Nothing
#' Pooling and Predictor selection function for multilevel
#' models in multiply imputed datasets
#'
#' \code{psfmi_mm} Pooling and backward selection for 2 level (generalized)
#' linear mixed models in multiply imputed datasets using different selection methods.
#'
#' @param data Data frame with stacked multiple imputed datasets.
#' The original dataset that contains missing values must be excluded from the
#' dataset. The imputed datasets must be distinguished by an imputation variable,
#' specified under impvar, and starting by 1 and the clusters should be
#' distinguished by a cluster variable, specified under clusvar.
#' @param nimp A numerical scalar. Number of imputed datasets. Default is 5.
#' @param impvar A character vector. Name of the variable that distinguishes the
#' imputed datasets.
#' @param clusvar A character vector. Name of the variable that distinguishes the
#' clusters.
#' @param Outcome Character vector containing the name of the outcome variable.
#' @param predictors Character vector with the names of the predictor variables.
#' At least one predictor variable has to be defined.
#' @param random.eff Character vector to specify the random effects as used by the
#' \code{lmer} and \code{glmer} functions of the \code{lme4} package.
#' @param family Character vector to specify the type of model, "linear" is used to
#' call the \code{lmer} function and "binomial" is used to call the \code{glmer}
#' function of the \code{lme4} package. See details for more information.
#' @param p.crit A numerical scalar. P-value selection criterium. A value of 1
#' provides the pooled model without selection.
#' @param cat.predictors A single string or a vector of strings to define the
#' categorical variables. Default is NULL categorical predictors.
#' @param spline.predictors A single string or a vector of strings to define the
#' (restricted cubic) spline variables. Default is NULL spline predictors. See details.

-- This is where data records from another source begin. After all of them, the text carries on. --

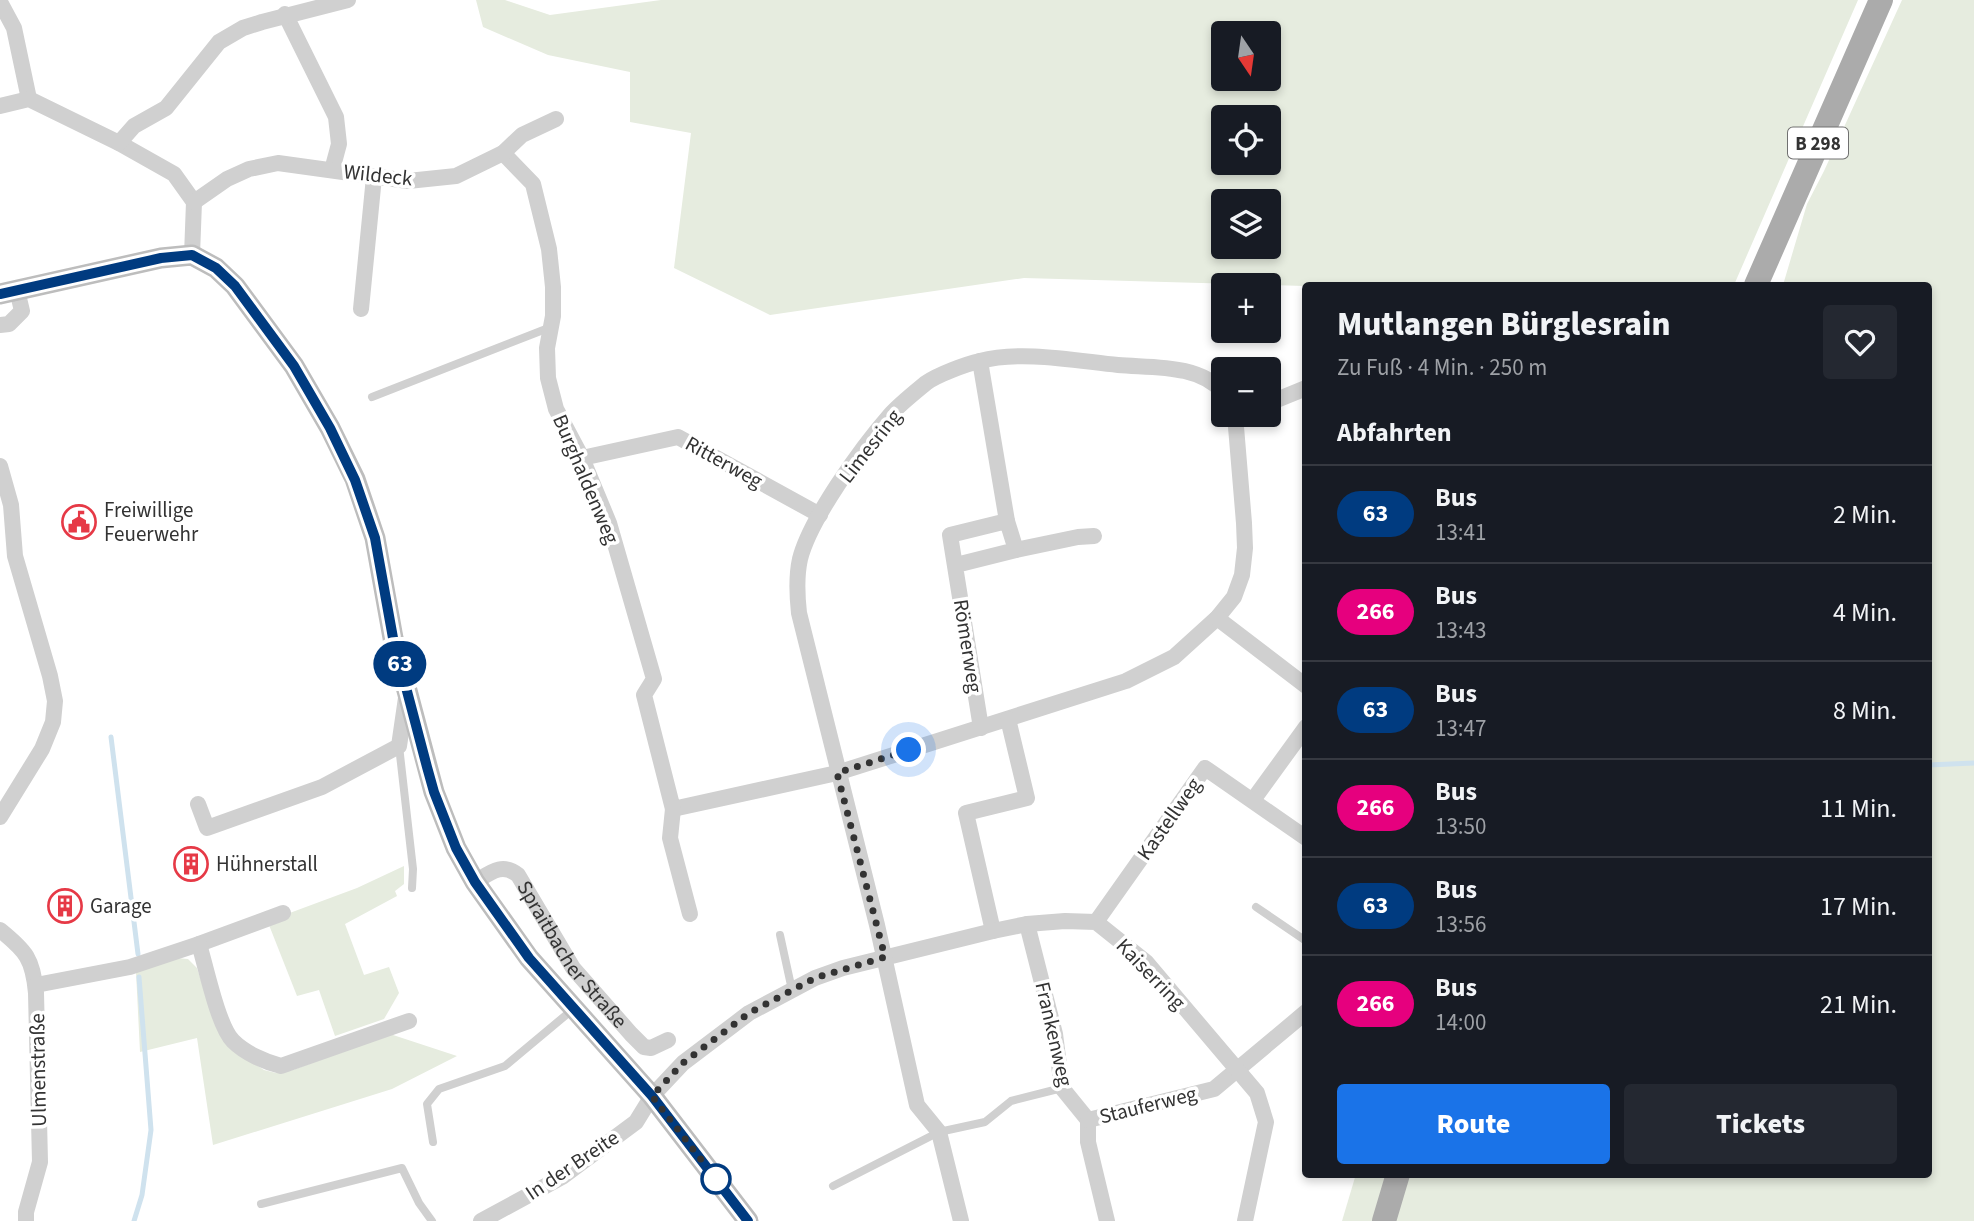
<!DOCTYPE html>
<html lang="de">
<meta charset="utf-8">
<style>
body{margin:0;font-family:"Source Sans 3",sans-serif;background:#242831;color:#f1f3f6;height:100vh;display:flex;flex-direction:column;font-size:26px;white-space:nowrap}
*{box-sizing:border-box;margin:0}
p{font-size:23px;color:#9ea1a6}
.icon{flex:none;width:38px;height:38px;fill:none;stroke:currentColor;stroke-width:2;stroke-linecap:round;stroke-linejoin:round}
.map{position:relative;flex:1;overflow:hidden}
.drawer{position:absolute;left:1302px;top:282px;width:630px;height:896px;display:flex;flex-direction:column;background:#171b24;border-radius:7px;box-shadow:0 4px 10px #0003}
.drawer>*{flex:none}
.badge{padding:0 14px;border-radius:23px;font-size:24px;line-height:46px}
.needle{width:46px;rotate:167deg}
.tools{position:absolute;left:1211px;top:21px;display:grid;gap:14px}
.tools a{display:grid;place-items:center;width:70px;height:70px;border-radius:7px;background:#171b24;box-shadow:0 4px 10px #0003;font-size:35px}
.you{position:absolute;width:35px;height:35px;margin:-18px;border:5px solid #fff;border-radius:50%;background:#1a73e8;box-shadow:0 0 0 10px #1a73e833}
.map>.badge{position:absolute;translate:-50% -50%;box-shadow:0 0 0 4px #fff}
h2{padding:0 35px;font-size:26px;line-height:63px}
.round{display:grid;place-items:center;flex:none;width:74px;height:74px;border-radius:7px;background:#242831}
.overview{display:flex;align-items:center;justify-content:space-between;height:119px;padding:0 35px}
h1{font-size:33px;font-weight:800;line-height:52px}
.primary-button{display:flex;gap:14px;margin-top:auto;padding:14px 35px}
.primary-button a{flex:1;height:80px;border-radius:7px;background:#1a73e8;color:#fff;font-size:28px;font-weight:800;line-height:80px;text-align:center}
.primary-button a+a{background:#242831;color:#f1f3f6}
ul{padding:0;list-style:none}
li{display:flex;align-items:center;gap:21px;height:98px;padding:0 35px;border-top:2px solid #363941}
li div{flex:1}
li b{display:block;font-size:26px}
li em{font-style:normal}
li .badge{min-width:77px;font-weight:700;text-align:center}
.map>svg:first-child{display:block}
.green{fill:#e6ecdf;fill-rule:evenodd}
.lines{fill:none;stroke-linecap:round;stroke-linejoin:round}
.stream{stroke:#cfe2ee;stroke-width:5}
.lane{stroke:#d0d0d0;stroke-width:8}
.street{stroke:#d0d0d0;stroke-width:16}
.secondary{stroke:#bdbdbd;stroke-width:21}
.primary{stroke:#ababab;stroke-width:24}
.line-casing{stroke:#fff;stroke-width:16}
.line{stroke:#003b80;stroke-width:10}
.walk{stroke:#333;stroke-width:7;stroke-dasharray:0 12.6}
.stop-dot{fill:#fff;stroke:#003b80;stroke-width:3.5}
.labels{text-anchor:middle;stroke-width:7;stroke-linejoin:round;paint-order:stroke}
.shield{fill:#fff;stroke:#707070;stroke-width:2}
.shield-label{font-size:19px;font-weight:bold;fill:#333}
.street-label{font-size:21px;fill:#333;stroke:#fff}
.poi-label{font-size:21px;fill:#333;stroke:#fff;text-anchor:start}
</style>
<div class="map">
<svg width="1974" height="1221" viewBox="0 0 1974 1221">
<rect width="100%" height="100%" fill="#fff"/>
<g class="green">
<path d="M476,0H505L550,15L661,0H1858L1734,285L1305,286L1024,278L770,315L674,268L691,133L630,122V72L548,55L483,27ZM1269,33V79H1223V33ZM1269,117V163H1223V117ZM1223,201H1269V247H1223Z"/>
<polygon points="1902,0 1974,0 1974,1221 1394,1221 1407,1174 1928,1174 1928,285 1783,285 1807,204 1824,171"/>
<polygon points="404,866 404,884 395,891 397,896 345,924 364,975 389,967 399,993 384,1019 335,1036 319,990 297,996 269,925 287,914 357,888"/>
<polygon points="176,958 188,959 197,968 216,1025 229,1046 264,1070 276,1073 293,1070 390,1034 457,1056 392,1089 213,1145 197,1038 140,1052 136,972"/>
<polygon points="1356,1174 1388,1174 1374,1221 1342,1221"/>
</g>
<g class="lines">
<g class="stream">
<polyline points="111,737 138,954"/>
<polyline points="1928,765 1974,763"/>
<polyline points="134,1221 142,1195 151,1130 139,977"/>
</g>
<g class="lane">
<polyline points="372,397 551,327"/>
<polyline points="399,746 413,869 412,888"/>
<polyline points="1256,907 1306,941"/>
<polyline points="780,935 792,990"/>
<polyline points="433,1142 427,1104 439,1089 505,1066 572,1010"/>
<polyline points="833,1186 939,1132 985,1122 1011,1101 1062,1088"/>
<polyline points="261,1204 402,1168 419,1203 432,1221"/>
</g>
<g class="street">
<polyline points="0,2 14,28 29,99"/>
<polyline points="285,14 336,117 339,144 332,170"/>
<polyline points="0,106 29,99 119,143 174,174 194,202 192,255"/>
<polyline points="119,143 134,126 166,108 219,42 243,28 262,22 348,0"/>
<polyline points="503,153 533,184 549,249 553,287 553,316 547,348 548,378 556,409 582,458 609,523 654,679 644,695 673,809 837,773 1126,681 1174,657 1217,618 1234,597 1242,575 1245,548 1244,523 1235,415"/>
<polyline points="194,202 227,179 249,169 278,163 408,181 456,176 503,153 522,135 556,119"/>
<polyline points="361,309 374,177"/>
<polyline points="0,325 9,324 22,311 17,290"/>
<polyline points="980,361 1007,521"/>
<polyline points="1269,403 1306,388"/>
<polyline points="582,458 678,437 820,515"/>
<polyline points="0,466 11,505 15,556 50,676 55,701 53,722 42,749 0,817"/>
<polyline points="1016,550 1078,537 1094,536"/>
<polyline points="956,565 1016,550 1007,521 950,535 981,728"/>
<polyline points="1217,618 1306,686"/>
<polyline points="1253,800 1306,727"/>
<polyline points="198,804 207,828 322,787 399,746 406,698"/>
<polyline points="673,809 670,838 690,914"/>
<path id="s1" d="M475,882C490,873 502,862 518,875L573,968L631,1034L644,1047L651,1048L668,1040"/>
<polyline points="1096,922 1205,768 1306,838"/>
<polyline points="1027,924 1055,1034 1062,1088 1088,1120 1088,1142 1107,1221"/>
<path d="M0,930C26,951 33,959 36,993L40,1162L26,1212V1221"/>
<polyline points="993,931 966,813 1027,798 1008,719"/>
<polyline points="199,944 283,913"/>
<path d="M36,985L130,967L199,944C206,967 218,1026 233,1041C245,1053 265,1062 281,1066L409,1021"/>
<polyline points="1088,1120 1214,1089 1306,1012"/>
<polyline points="481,1221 562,1177 636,1122 652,1096 683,1063 749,1013 815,978 843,968 993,931 1027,924 1065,921 1096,922 1146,962 1257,1093 1266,1122 1245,1221"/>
<path d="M961,1221L939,1132L917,1105L877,925L799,613C797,595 796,577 800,559C810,519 862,447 890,415C900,404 914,393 926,383C937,375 966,364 980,361C1021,350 1077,361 1118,365C1154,368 1198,364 1223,392"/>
</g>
<polyline class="secondary" points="0,294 161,258 192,255 216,268 235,286 294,366 330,428 355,479 375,538 393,638 434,792 456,848 475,882 529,958 652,1096 748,1221"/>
<g class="primary">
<polyline points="1756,285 1881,0"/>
<polyline points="1384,1221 1398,1174"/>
</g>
</g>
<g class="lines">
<g class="line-casing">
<polyline id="line" points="0,294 161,258 192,255 216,268 235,286 294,366 330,428 355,480 375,538 393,638 427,767 434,792 456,848 475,882 529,958 652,1096 748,1221"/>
</g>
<use href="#line" class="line"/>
<polyline class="walk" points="716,1179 652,1096 683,1063 749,1013 815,978 885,957 837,773 909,750"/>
</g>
<defs>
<g id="civic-ring" transform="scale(1.75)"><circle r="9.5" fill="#fff" stroke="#e63946" stroke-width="1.5"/><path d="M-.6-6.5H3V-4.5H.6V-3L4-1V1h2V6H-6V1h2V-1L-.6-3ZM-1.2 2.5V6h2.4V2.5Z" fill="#e63946"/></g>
<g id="building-ring" transform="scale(1.75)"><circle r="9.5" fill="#fff" stroke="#e63946" stroke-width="1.5"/><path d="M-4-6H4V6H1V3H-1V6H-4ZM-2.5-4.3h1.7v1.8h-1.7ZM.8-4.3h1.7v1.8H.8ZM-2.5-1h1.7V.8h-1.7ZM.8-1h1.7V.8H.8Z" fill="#e63946"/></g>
</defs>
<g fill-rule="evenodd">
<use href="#civic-ring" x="79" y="522"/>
<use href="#building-ring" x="191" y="864"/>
<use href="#building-ring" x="65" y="906"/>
</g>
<circle class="stop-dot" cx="716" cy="1179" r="14"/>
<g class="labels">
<rect class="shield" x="1788" y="127.5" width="60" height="31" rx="5"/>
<g class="shield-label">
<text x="1818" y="150">B 298</text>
</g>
<g class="street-label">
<text transform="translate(378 175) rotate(6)" y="7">Wildeck</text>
<text transform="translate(870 446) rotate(-52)" y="7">Limesring</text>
<text transform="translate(724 462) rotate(29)" y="7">Ritterweg</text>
<text transform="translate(586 479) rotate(67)" y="7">Burghaldenweg</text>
<text transform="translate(968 646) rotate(81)" y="7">Römerweg</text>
<text transform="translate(1169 819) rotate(-55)" y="7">Kastellweg</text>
<text dy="7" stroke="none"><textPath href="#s1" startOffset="144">Spraitbacher Straße</textPath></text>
<text transform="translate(1151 974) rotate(46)" y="7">Kaiserring</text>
<text transform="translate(1054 1034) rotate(77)" y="7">Frankenweg</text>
<text transform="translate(38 1070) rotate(-91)" y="7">Ulmenstraße</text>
<text transform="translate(1148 1105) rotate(-14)" y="7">Stauferweg</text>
<text transform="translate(572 1165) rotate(-34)" y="7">In der Breite</text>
</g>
<g class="poi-label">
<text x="104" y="517">Freiwillige<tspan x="104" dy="24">Feuerwehr</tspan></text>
<text x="216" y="871">Hühnerstall</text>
<text x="90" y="913">Garage</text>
</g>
</g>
</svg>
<div class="tools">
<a><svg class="needle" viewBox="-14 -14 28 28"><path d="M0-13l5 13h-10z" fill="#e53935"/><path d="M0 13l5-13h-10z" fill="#9ea1a6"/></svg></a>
<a><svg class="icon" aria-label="locate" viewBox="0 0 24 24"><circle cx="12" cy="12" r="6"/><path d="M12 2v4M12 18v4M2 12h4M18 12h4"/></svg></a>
<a><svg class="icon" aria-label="layers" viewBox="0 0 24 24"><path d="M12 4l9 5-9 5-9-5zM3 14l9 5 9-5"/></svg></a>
<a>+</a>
<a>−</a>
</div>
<div class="you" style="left:909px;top:750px"></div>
<b class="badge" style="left:400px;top:664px;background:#003b80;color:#fff">63</b>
<section class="drawer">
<div class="overview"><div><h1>Mutlangen Bürglesrain</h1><p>Zu Fuß · 4 Min. · 250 m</p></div><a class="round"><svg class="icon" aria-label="heart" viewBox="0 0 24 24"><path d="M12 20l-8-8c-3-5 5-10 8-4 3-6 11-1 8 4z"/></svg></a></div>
<h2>Abfahrten</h2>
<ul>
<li><span class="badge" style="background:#003b80;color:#fff">63</span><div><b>Bus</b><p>13:41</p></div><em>2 Min.</em></li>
<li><span class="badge" style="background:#e6007e;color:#fff">266</span><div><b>Bus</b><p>13:43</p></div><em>4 Min.</em></li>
<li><span class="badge" style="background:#003b80;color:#fff">63</span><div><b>Bus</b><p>13:47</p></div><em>8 Min.</em></li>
<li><span class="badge" style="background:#e6007e;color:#fff">266</span><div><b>Bus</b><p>13:50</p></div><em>11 Min.</em></li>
<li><span class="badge" style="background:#003b80;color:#fff">63</span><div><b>Bus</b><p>13:56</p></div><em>17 Min.</em></li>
<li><span class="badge" style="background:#e6007e;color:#fff">266</span><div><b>Bus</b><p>14:00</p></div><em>21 Min.</em></li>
</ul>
<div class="primary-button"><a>Route</a><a>Tickets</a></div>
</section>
</div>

#' @param int.predictors A single string or a vector of strings with the names of the
#' variables that form an interaction pair, separated by a “:” symbol.
#' @param keep.predictors A single string or a vector of strings including the variables that are forced
#' in the model during predictor selection. Categorical and interaction variables are allowed.
#' @param nknots A numerical vector that defines the number of knots for each spline predictor separately.
#' @param method A character vector to indicate the pooling method for p-values to pool the
#' total model or used during predictor selection. This can be "D1", "D2", "D3" or "MPR".
#' See details for more information.
#' @param print.method logical vector. If TRUE full matrix with p-values of all variables according to
#' chosen method (under method) is shown. If FALSE (default) p-value for categorical variables according
#' to method are shown and for continuous and dichotomous predictors Rubin’s Rules are used.
#'
#' @details The basic pooling procedure to derive pooled coefficients, standard errors, 95
#' confidence intervals and p-values is Rubin's Rules (RR). Specific procedures are
#' available to derive pooled p-values for categorical (> 2 categories) and spline variables.
#' print.method allows to choose between the pooling methods: D1, D2 and D3 and MPR for pooling of
#' median p-values (MPR rule). The D1, D2 and D3 methods are called from the package \code{mitml}.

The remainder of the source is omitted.